◆ **ACTIVITY**:
The answer must be every line from the listing that holds the string "Drive".

◆ **SUPPLIED RECORDS**:
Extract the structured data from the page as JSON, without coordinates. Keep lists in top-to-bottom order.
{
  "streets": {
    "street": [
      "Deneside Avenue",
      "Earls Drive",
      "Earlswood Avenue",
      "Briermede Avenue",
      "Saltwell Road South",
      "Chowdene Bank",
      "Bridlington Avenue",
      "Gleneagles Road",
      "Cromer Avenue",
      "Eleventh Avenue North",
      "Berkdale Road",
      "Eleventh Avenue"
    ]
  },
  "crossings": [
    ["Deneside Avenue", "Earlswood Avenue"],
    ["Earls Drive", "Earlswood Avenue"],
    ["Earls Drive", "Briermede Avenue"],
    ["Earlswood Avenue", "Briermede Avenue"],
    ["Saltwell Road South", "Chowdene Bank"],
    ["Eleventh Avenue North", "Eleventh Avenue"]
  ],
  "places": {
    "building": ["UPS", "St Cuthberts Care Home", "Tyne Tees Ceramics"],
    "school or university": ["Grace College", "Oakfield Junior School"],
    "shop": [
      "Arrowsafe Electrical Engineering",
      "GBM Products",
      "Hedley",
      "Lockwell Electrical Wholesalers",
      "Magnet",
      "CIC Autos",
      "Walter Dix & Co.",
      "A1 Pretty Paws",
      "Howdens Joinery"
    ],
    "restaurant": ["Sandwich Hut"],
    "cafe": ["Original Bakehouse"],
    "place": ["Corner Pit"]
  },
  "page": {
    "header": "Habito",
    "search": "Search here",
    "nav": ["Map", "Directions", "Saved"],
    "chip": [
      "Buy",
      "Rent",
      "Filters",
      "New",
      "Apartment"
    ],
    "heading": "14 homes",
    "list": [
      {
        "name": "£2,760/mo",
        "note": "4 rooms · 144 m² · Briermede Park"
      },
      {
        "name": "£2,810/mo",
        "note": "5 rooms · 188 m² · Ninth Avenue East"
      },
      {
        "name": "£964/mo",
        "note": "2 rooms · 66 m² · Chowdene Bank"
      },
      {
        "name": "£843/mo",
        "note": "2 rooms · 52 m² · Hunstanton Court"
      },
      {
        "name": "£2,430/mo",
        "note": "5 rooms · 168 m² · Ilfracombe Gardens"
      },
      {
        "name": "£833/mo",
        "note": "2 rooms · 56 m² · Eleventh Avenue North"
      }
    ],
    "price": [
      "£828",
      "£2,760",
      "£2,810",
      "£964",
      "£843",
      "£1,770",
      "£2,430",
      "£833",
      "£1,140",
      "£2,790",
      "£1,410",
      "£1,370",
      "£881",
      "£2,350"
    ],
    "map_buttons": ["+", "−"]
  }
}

◆ **YOUR RESPONSE**:
      "Earls Drive",
    ["Earls Drive", "Earlswood Avenue"],
    ["Earls Drive", "Briermede Avenue"],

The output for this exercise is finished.